Dataset items
%%

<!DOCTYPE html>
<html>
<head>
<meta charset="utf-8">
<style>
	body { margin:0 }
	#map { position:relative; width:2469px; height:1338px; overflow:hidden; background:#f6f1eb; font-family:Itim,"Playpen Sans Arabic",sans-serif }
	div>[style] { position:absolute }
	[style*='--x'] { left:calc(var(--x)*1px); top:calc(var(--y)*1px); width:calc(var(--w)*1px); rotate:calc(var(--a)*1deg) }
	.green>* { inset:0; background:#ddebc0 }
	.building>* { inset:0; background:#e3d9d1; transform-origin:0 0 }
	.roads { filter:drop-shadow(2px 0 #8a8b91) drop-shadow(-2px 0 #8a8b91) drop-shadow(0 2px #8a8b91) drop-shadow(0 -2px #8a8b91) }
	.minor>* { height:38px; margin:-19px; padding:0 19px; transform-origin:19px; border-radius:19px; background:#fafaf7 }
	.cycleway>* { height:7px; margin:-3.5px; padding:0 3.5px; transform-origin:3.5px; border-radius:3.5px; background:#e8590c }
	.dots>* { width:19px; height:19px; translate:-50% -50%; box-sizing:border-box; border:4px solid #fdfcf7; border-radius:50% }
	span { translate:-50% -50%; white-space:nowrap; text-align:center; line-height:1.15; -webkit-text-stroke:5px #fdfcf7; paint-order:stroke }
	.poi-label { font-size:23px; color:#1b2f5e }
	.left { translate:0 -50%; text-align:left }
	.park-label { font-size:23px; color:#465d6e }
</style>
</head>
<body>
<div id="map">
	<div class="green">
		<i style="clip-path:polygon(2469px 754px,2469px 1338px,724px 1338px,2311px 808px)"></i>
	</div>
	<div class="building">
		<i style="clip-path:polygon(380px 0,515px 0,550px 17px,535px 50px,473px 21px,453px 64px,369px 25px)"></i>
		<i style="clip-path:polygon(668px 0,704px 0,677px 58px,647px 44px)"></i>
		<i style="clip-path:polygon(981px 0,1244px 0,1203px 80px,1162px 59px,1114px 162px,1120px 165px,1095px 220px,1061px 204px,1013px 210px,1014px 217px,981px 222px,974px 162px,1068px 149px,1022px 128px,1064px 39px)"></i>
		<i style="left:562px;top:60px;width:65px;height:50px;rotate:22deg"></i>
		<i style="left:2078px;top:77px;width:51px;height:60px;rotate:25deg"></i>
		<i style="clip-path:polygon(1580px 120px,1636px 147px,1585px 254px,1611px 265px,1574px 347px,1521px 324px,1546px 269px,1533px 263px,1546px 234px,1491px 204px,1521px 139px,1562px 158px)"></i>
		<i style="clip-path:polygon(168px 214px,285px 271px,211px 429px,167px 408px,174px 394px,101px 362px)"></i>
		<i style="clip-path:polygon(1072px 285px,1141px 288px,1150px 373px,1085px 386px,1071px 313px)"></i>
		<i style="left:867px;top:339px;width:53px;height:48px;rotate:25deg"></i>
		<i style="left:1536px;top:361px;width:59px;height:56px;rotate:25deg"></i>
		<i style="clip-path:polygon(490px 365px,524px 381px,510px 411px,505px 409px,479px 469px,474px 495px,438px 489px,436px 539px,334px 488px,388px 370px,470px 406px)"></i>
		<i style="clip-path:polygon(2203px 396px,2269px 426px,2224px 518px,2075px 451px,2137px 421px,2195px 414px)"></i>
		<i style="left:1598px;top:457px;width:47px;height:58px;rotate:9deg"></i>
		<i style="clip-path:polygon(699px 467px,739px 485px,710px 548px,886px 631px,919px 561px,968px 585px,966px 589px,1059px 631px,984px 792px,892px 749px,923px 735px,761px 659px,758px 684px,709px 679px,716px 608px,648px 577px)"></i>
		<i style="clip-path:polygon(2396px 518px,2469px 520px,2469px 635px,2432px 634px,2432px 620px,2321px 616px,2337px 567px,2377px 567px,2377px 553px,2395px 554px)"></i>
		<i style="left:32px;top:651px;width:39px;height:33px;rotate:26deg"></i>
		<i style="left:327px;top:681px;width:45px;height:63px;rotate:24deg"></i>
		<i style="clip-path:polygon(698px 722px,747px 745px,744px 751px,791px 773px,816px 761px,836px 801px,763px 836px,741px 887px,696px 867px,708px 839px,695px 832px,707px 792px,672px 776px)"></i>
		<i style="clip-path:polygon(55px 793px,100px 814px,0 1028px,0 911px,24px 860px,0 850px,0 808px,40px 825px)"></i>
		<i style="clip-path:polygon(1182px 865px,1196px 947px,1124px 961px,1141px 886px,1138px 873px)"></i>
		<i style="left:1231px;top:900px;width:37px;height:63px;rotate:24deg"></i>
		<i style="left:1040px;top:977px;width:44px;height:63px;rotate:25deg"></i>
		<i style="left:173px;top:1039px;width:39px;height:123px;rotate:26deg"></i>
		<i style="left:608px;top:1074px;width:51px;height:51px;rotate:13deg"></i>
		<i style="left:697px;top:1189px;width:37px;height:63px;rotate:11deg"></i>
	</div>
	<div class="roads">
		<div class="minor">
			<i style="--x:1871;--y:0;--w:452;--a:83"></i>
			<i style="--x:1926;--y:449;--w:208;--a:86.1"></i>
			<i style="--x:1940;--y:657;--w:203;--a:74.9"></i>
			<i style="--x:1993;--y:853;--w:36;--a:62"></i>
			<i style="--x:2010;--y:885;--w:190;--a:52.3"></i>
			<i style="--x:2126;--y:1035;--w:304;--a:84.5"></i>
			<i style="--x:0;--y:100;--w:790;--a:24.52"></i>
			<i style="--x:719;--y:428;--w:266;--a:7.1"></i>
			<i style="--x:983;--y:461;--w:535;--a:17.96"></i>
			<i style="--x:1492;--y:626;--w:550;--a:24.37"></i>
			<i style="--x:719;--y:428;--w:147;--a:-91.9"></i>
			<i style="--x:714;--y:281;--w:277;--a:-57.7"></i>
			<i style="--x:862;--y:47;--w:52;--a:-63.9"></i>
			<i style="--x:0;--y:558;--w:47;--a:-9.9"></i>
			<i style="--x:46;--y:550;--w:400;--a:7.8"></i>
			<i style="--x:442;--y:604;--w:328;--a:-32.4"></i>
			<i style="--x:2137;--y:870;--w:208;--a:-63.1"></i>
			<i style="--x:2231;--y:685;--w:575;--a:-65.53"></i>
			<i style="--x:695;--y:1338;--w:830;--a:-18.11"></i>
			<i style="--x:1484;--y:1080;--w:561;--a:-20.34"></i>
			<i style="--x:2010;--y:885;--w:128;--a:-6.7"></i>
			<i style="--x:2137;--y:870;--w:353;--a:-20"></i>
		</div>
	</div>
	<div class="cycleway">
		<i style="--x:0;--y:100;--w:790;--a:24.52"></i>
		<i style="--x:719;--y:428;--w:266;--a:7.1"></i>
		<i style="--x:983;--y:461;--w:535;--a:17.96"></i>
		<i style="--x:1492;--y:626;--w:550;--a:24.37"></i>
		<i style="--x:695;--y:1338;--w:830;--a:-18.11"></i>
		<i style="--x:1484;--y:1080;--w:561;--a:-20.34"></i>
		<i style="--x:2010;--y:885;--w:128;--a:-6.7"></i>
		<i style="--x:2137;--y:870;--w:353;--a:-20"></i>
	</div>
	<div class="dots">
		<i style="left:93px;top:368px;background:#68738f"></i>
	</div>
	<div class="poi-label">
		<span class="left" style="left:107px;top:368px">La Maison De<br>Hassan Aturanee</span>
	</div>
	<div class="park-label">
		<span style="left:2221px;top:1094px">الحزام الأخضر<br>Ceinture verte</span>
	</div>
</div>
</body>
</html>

%%

» WHAT YOU SHOULD DO: Where a line above holds the word "position", copy it.

» WRITTEN ANSWER:
	#map { position:relative; width:2469px; height:1338px; overflow:hidden; background:#f6f1eb; font-family:Itim,"Playpen Sans Arabic",sans-serif }
	div>[style] { position:absolute }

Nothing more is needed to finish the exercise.